Even in working market economies the choice for opulence is not inevitable. That was what "Wealth of Nations" is about. We have choices and often for various reasons we do not make them. Where race, religion and fanaticism get in the way we are prevented from making the correct choices that would bring greater resources from wealth creation that would feed and clothe the poorest citizens (Smith’s distributive justice).
Smith was quite pessimistic about the prospects for wealth creation. And wealth, remember for Smith (and I hope us), is not piles of money, gold, silver and other scarce goods. It is the annual produce available for distribution, acquired by the annual level earned by producing it. If it is not earned it is not produced and cannot be distributed, so that mothers can get clothes for their children.
No amount of despair, pleas and gnashing of teeth will make clothes available on a sustainable basis by any other method than society producing what it needs in Smithian markets. The ex-communist, and not so "ex" are proving this every month at present.
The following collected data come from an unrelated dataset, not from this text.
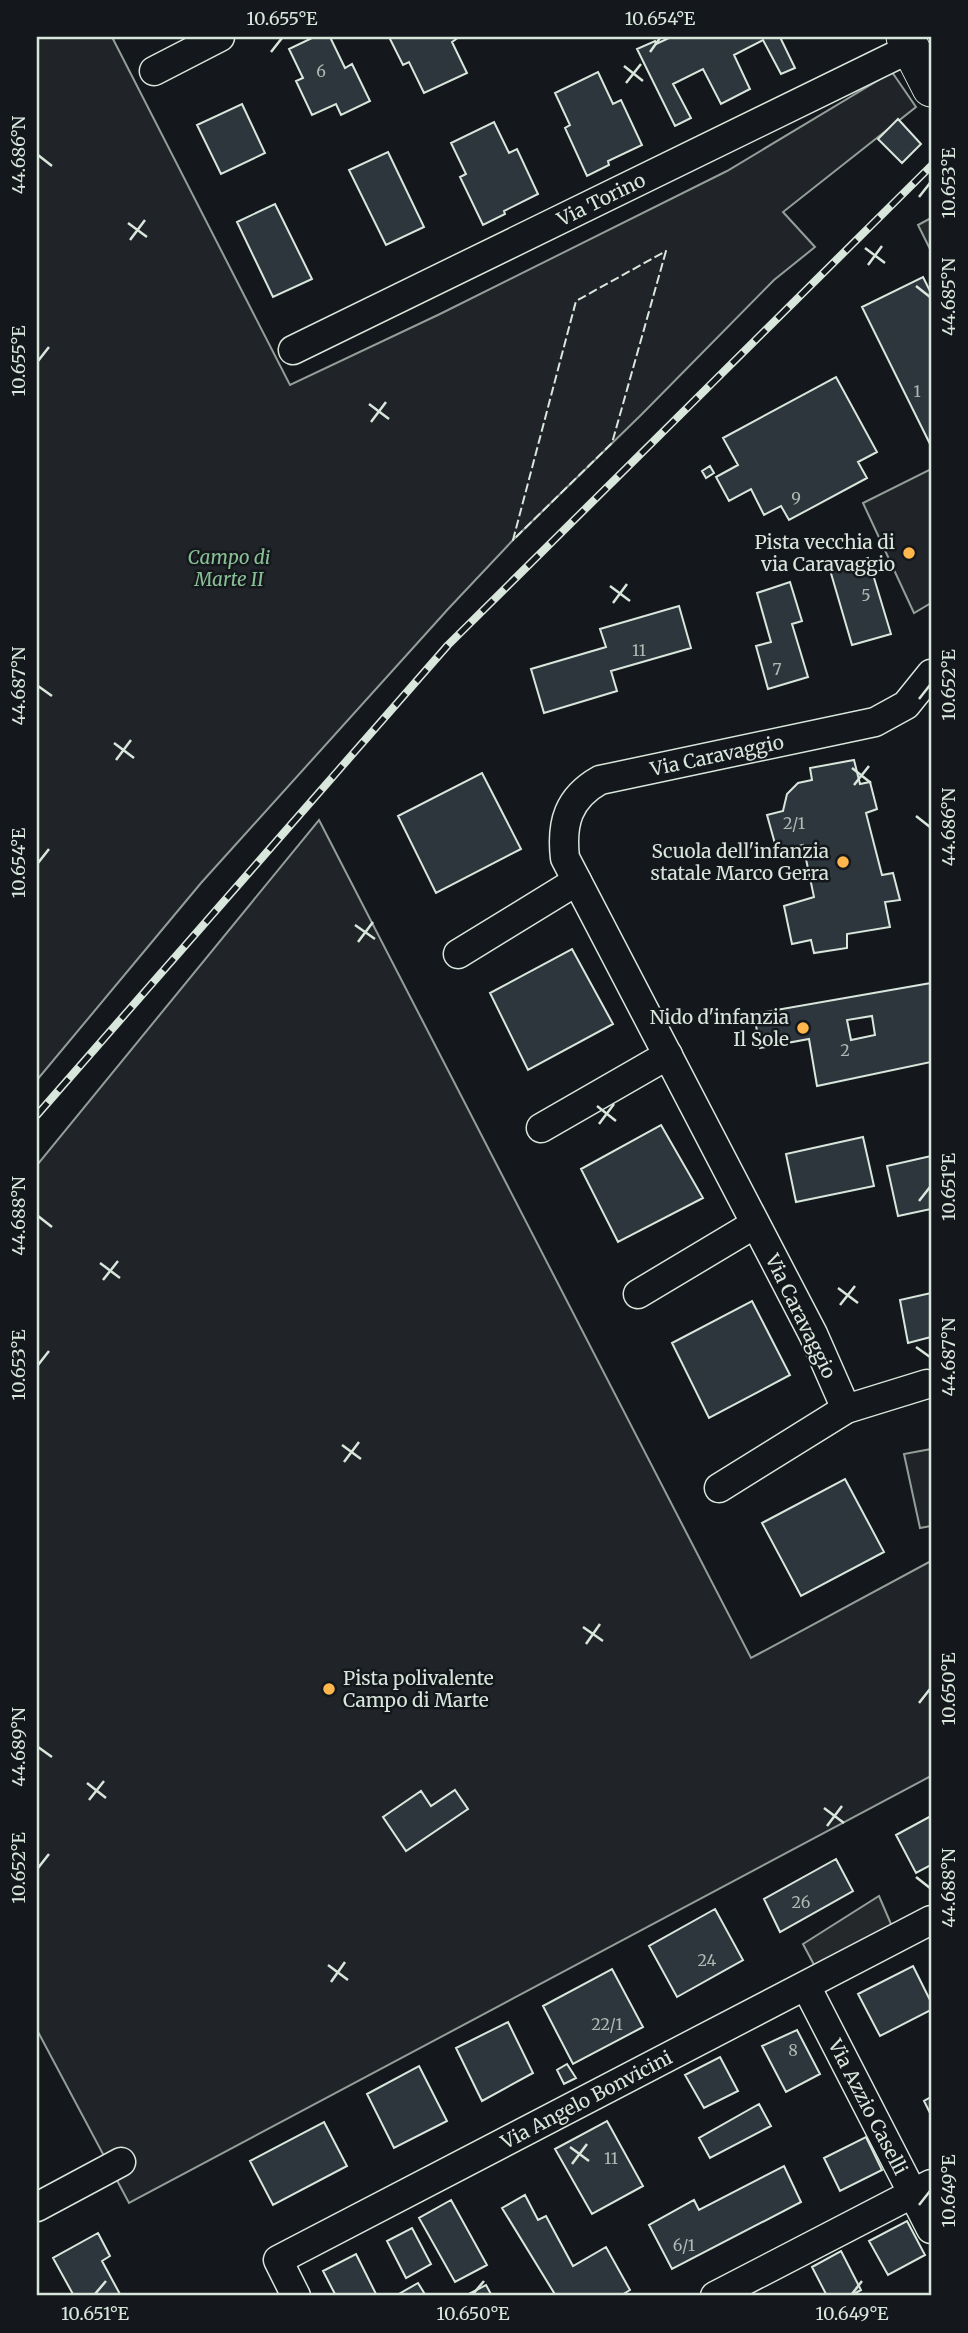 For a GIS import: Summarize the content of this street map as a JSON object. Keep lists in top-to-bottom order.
{
  "streets": {
    "street": [
      "Via Torino",
      "Via Caravaggio",
      "Via Angelo Bonvicini",
      "Via Azzio Caselli"
    ]
  },
  "crossings": [
    ["Via Angelo Bonvicini", "Via Azzio Caselli"]
  ],
  "parks": ["Campo di Marte II"],
  "places": [
    "Pista vecchia di via Caravaggio",
    "Scuola dell'infanzia statale Marco Gerra",
    "Nido d'infanzia Il Sole",
    "Pista polivalente Campo di Marte"
  ],
  "house_numbers": [
    "6",
    "1",
    "9",
    "5",
    "11",
    "7",
    "2/1",
    "2",
    "26",
    "24",
    "22/1",
    "8",
    "11",
    "6/1"
  ],
  "coordinates": [
    "10.655°E",
    "10.654°E",
    "44.686°N",
    "10.653°E",
    "44.685°N",
    "10.652°E",
    "44.687°N",
    "10.651°E",
    "44.688°N",
    "10.650°E",
    "44.689°N",
    "10.649°E"
  ]
} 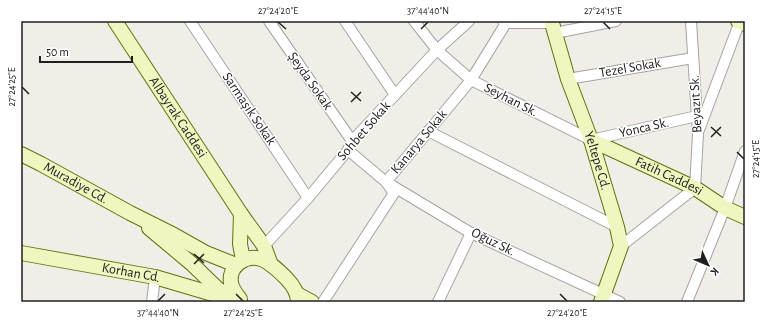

The tv each evening is full of pictures of people destroying the wealth creating means in country after country. "Burn, Burn and Burn again" is the mantra of the forces of destruction. Seeing shots of wee boys, ten or so, carrying grenade launchers and machine guns, and without doubt used to firing them with the aim of killing and maiming fellow citizens at the behest of war lords, is always depressing. I used to call this phenomenon “Man’s Avoidable Disasters” (MADs). The consequences are inevitable as they were long before in human history: people without food, clothing and shelter, let alone the decencies of life but with a surfeit of the brutalisation of human relationships that goes with it.
Adam Smith was conscious that after the Fall of the Roman Empire, western Europe suffered near on a thousand years of this kind of strife. It destroyed the commerce and the agriculture of Europe, impoverished most people and took a long slow period of local peace to bring about its revival. There is nothing inevitable about growth. It is so easy to destroy it, either by the ‘barbarians at the gate’ or by the self-willed destruction of the means to growth in fantastic experiments in ‘socialism’, ‘state regulation’ and ‘no growth’ economics by the wilder of the well meaning Greens.